Read your class the examples on below and discuss together. Now read them again, but this time tap the drum (or substitute) as you read the poems. Ask the class to shout back the lines in italic font. Traditionally, a praise poem would be drummed out, with the audience ‘praising’ too - the italic font is like a chorus that they’d sing to the poet. Ask your class for their views now - do they have any comments on tone, meter and rhythm now the poem has been performed? As a class you need to also discuss each line’s requirements and ask pupils for suggestions. Once you have done this, go through the ideas as a class and write an African Praise Poem. Once the poem is written select / ask a pupil to perform the poem, with the rest of the class joining in the ‘chorus’. Leave this, as well as previous ideas, on the board for pupils to refer to. Now your pupils are ready to write their own poem.

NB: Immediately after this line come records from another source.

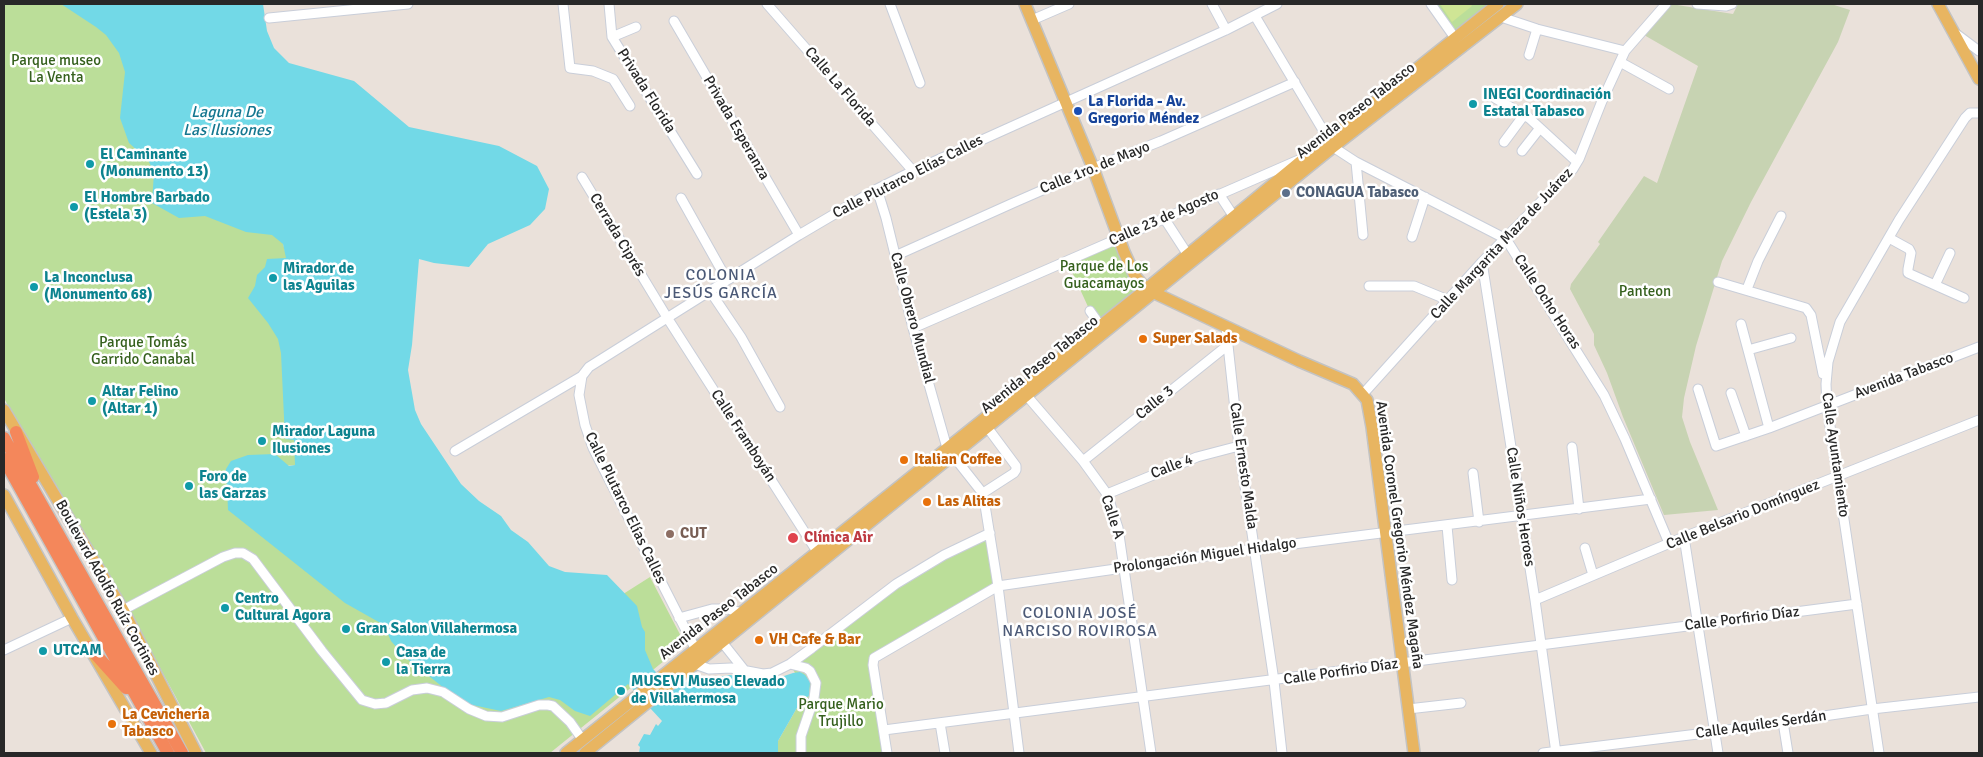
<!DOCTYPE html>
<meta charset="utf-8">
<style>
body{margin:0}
#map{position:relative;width:1983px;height:757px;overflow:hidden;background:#eae1da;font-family:Signika,sans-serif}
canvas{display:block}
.frame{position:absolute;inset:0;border:5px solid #282828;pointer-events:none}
</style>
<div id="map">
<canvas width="1983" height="757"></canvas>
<div class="frame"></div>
</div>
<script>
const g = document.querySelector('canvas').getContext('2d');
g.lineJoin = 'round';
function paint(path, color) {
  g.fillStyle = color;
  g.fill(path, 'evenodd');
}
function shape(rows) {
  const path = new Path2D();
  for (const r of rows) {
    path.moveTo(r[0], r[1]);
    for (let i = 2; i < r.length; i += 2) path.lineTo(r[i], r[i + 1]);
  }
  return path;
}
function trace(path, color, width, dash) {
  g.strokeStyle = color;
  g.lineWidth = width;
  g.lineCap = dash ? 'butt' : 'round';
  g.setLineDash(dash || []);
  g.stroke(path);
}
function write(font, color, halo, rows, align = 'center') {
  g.font = font + ' Signika,sans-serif';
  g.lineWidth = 5;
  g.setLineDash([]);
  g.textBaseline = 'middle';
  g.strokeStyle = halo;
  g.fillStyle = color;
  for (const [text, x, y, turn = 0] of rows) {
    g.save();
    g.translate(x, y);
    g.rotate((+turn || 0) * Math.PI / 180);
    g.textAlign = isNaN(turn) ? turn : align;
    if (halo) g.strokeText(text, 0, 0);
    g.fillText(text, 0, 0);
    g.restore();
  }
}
const green = shape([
 [4,4,84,4,282,224,283,244,287,258,299,465,226,469,227,483,232,493,620,596,650,577,685,644,550,753,206,753,132,616,51,489,4,398],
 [1431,4,1498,4,1455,38],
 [1120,238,1139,295,1100,325,1090,311,1067,261],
 [990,533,998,586,876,656,887,753,778,753,778,741,802,699,795,673,790,664,896,584]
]);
const cemetery = shape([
 [1671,4,1733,14,1738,4,1831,4,1850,10,1838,42,1751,202,1722,261,1696,346,1684,398,1682,417,1690,442,1718,510,1664,515,1623,417,1607,373,1594,345,1594,334,1570,289,1571,284,1600,244,1598,242,1644,176,1657,183,1698,66,1644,35]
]);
const pitch = shape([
 [1440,4,1471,4,1472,6,1452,22]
]);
const water = shape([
 [61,4,263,4,267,31,274,48,289,63,354,81,409,127,499,146,537,166,549,189,545,209,530,225,488,244,469,267,434,263,419,259,412,345,408,370,415,410,421,424,461,484,479,501,501,516,511,530,528,542,549,566,565,572,607,575,637,606,642,627,645,632,645,650,653,669,658,674,692,684,699,680,730,675,769,681,793,673,800,672,805,675,810,682,809,696,802,699,778,741,778,753,639,753,640,747,638,745,644,734,650,735,656,724,658,726,662,721,628,684,590,716,575,711,560,700,549,697,501,711,463,703,406,658,391,641,384,625,345,603,228,510,227,485,225,476,226,469,231,461,248,455,275,454,289,466,295,465,294,440,285,439,281,353,278,339,268,323,248,298,255,286,257,275,265,267,267,259,286,258,283,244,272,235,246,232,205,216,179,218,152,203,154,172,148,160,129,143,120,118,125,72,119,53,106,35,96,27]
]);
const minor = shape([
 [563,4,570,68,593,71,613,79,630,106],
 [609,4,612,37,697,174],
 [767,4,913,171],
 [890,4,920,83],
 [1212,4,1226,30],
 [1431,4,1455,38],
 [1697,4,1726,6,1732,4],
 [1255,16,1333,147,1356,162,1506,239,1604,395,1625,439,1669,543],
 [1501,17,1537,29,1625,51],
 [269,18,408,4],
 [1032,20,1069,4],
 [674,21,799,235],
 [1955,33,1979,51],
 [612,37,636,27],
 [1529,55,1537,29],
 [1620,62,1669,89],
 [1495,98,1529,118,1577,162],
 [1504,142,1524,115],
 [1522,151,1540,128],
 [1356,162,1363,235],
 [582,177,668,319,818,553],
 [877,189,886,218,913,328,947,448,981,491,984,499,998,586,1019,753],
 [1219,194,1234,217],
 [681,198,727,280],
 [1164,218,1188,255],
 [1412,237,1425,197],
 [1889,238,1909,249,1911,253,1908,269,1908,273,1964,298],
 [895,256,1013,203,1093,168,1161,141,1295,82],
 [1482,262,1535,600,1556,753],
 [1718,282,1806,308,1811,315,1823,374],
 [1935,285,1950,253],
 [1369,286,1414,286,1448,300],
 [1747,289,1758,261,1781,216],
 [710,291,741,337,780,407],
 [1090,311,1100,325],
 [1741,324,1769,428],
 [1226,327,1239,446,1274,681,1282,753],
 [913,328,1301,159],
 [1748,350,1791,338],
 [1698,389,1716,446,1769,428,1979,347],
 [1731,393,1746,436],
 [1363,394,1482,262,1573,169,1579,159,1602,101,1625,51,1666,4],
 [1027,396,1083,461,1107,494,1118,528,1151,753],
 [1572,447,1579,509],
 [455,451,582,376],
 [1083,461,1228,345],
 [1473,473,1479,522],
 [983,493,1014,473,1016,470,1016,466,987,427],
 [1107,494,1197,457,1239,446],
 [1447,526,1452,580],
 [1684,537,1718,753],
 [1585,548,1593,575],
 [1535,600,1684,537,1979,420],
 [123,610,223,557,235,553,243,553,253,559,322,651,362,700,375,704,386,703,412,690,427,688,443,692,469,709,486,716,502,717,539,705,548,705,553,706,570,722,582,739],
 [679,618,712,609,728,609,742,613],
 [722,642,745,671],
 [4,650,72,618],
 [696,650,593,448,585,425,579,395,582,376,589,367,799,235,877,189,913,171,1226,30,1277,4],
 [695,664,709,669,731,668,763,674,772,673,790,664,812,648,896,584,944,555,990,533],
 [790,664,806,668,810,671,816,683,814,698,801,736,801,753],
 [1408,709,1461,703],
 [1783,722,1788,753],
 [940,723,945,753],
 [884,730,1857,604],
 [887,753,873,665,874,658,998,586,1254,549,1651,499],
 [1543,753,1714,732,1872,709,1979,697],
 [1879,753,1827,406,1826,384,1828,362,1840,322,1899,220,1965,118,1970,113,1979,113]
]);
const major = shape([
 [1025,4,1093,168,1124,252,1135,276,1146,289,1299,361,1353,384,1367,400,1372,427,1414,753],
 [1938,4,1979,79],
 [4,410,123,610,196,753],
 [4,495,72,618,151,753],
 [566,753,1139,295,1306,157,1498,4],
 [585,753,1333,147,1517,4]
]);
const highway = shape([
 [16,432,33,477],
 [4,438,182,753],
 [4,459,168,753],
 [89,647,126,688]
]);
const markers = [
 [1473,104,5,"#0f9aa8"],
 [1078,111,5,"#1a4fb4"],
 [90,164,5,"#0f9aa8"],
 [1286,193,5,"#5c6f8a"],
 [74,207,5,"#0f9aa8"],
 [273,278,5,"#0f9aa8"],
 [34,287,5,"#0f9aa8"],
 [1143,339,5,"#e8710a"],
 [92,401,5,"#0f9aa8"],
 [262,441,5,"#0f9aa8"],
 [904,460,5,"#e8710a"],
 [189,486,5,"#0f9aa8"],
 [927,502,5,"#e8710a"],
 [670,534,5,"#8d6e63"],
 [793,538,6,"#e0444e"],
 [225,608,5,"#0f9aa8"],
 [346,629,5,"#0f9aa8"],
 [759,640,5,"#e8710a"],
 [43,651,5,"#0f9aa8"],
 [386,662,5,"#0f9aa8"],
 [621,691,5,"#0f9aa8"],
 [112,724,5,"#e8710a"]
];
const parkNames = [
 ["Parque museo",56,61],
 ["La Venta",56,78],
 ["Parque de Los",1104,267],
 ["Guacamayos",1104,284],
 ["Panteon",1645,292],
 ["Parque Tomás",143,343],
 ["Garrido Canabal",143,360],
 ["Parque Mario",841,705],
 ["Trujillo",841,722]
];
const streetNames = [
 ["Calle La Florida",840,87,49],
 ["Privada Florida",646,91,58],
 ["Avenida Paseo Tabasco",1356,111,-38],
 ["Privada Esperanza",736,128,60],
 ["Calle 1ro. de Mayo",1095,168,-22],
 ["Calle Plutarco Elías Calles",908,177,-27],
 ["Calle 23 de Agosto",1164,218,-24],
 ["Cerrada Ciprés",617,235,59],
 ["Calle Margarita Maza de Juárez",1502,244,-47],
 ["Calle Ocho Horas",1547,302,57],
 ["Calle Obrero Mundial",912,318,75],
 ["Avenida Paseo Tabasco",1040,365,-39],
 ["Avenida Tabasco",1904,376,-21],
 ["Calle 3",1155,403,-39],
 ["Calle Framboyán",743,436,57],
 ["Calle Ayuntamiento",1835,455,82],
 ["Calle Ernesto Malda",1243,466,82],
 ["Calle 4",1172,467,-21],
 ["Calle Niños Heroes",1520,507,81],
 ["Calle Plutarco Elías Calles",625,508,64],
 ["Calle Belsario Domínguez",1743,515,-22],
 ["Calle A",1112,517,72],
 ["Avenida Coronel Gregorio Méndez Magaña",1399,535,82],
 ["Prolongación Miguel Hidalgo",1205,556,-8],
 ["Boulevard Adolfo Ruíz Cortines",107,588,61],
 ["Avenida Paseo Tabasco",719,612,-38],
 ["Calle Porfirio Díaz",1742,619,-7],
 ["Calle Porfirio Díaz",1341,672,-8],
 ["Calle Aquiles Serdán",1761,725,-8]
];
const cultureNames = [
 ["INEGI Coordinación",1483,95],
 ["Estatal Tabasco",1483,112],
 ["El Caminante",100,155],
 ["(Monumento 13)",100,172],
 ["El Hombre Barbado",84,198],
 ["(Estela 3)",84,215],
 ["Mirador de",283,269],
 ["las Aguilas",283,286],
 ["La Inconclusa",44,278],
 ["(Monumento 68)",44,295],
 ["Altar Felino",102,392],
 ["(Altar 1)",102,409],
 ["Mirador Laguna",272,432],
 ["Ilusiones",272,449],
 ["Foro de",199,477],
 ["las Garzas",199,494],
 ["Centro",235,599],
 ["Cultural Agora",235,616],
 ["Gran Salon Villahermosa",356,629],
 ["UTCAM",53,651],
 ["Casa de",396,653],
 ["la Tierra",396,670],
 ["MUSEVI Museo Elevado",631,682],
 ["de Villahermosa",631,699]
];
const transitNames = [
 ["La Florida - Av.",1088,102],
 ["Gregorio Méndez",1088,119]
];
const serviceNames = [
 ["CONAGUA Tabasco",1296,193]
];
const foodNames = [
 ["Super Salads",1153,339],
 ["Italian Coffee",914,460],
 ["Las Alitas",937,502],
 ["VH Cafe & Bar",769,640],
 ["La Cevichería",122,715],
 ["Tabasco",122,732]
];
const educationNames = [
 ["CUT",680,534]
];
const healthNames = [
 ["Clínica Air",804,538]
];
const waterNames = [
 ["Laguna De",227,113],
 ["Las Ilusiones",227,131]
];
const neighbourhoodNames = [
 ["COLONIA",721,276],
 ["JESÚS GARCÍA",721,294],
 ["COLONIA JOSÉ",1080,614],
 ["NARCISO ROVIROSA",1080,632]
];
paint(green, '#bbde99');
paint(cemetery, '#c7d3b2');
paint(pitch, '#cfe595');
paint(water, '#72d9e7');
trace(minor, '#c9ced9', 11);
trace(major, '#c3c3c3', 14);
trace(highway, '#c3c3c3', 15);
trace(minor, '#fff', 9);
trace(major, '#e8b561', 11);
trace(highway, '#f4875b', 12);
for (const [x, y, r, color] of markers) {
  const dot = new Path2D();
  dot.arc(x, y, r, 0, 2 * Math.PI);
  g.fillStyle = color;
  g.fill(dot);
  trace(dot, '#fff', 2);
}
write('15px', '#35601d', '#fff', parkNames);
write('15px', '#282828', '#fff', streetNames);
write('bold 15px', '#0d838f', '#fff', cultureNames, 'left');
write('bold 15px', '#164399', '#fff', transitNames, 'left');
write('bold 15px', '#4e5e75', '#fff', serviceNames, 'left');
write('bold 15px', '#c56008', '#fff', foodNames, 'left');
write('bold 15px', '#785e54', '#fff', educationNames, 'left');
write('bold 15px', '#be3a42', '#fff', healthNames, 'left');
write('italic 16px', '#157790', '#fff', waterNames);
g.letterSpacing = '1px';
write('16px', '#4b5976', '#fff', neighbourhoodNames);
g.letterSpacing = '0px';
</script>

This is a 10-minute activity. Ask pupils to work in pairs to read their poem to their partner. Their partner is to provide feedback; something they like about the poem and a suggestion on how it could be improved.
More capable children can be given the challenge of using suggested key words and a selection of poetry techniques to include in their poem. Alternatively, you can ask them to write their poem about a specific person. Less able children can work with a partner / in a small group. You can suggest key words to include in their poem.
This is a 1-hour activity. The activity can be extended by the class re-drafting their poem and illustrating it. The activity is ideal for homework as well as a class activity. Examples can be found on page 2 of this plan.
There are different ways to write an African Praise Poem, but our version is a 5-lined poem, with a one-lined chorus that is repeated after every line. The poem celebrates the life of an individual, giving their name, heritage, and qualities etc, in a rhythmical style. Our guidelines are for writing the poem about you.
Line 1 - Introduce yourself : ‘I am ...’.
Line 2 - Tell us something about your heritage - where you are from, your family etc, in a descriptive manner.For example, if you were born in a car, you could be ‘Born on wheels’. Or you could tell us about your family by saying something like, ‘Darling daughter to a crime-fighter (policeman) and paper queen (office worker), super sister to the beast (teenage brother) and the tiny, pink gem (baby sister).
Line 3 - Compare yourself to an animal / natural occurrence (storm, rain, seasons etc) without using ‘like’ or ‘as’ (no similes allowed!).
Line 4 - Compare yourself to a different animal / natural occurrence (storm, rain, seasons etc) without using ‘like’ or ‘as’ (no similes allowed!).
Line 5 - Tell us a great quality you have using ‘I am ...’ and repeat a word that describes you perfectly, a few times. Chorus - Your chorus needs to praise you - imagine the audience chanting it back at you. It needs to be a short line that keeps the rhythm of your poem. Write this line in a different colour pen, or type in a different colour or font so the chorus is obvious.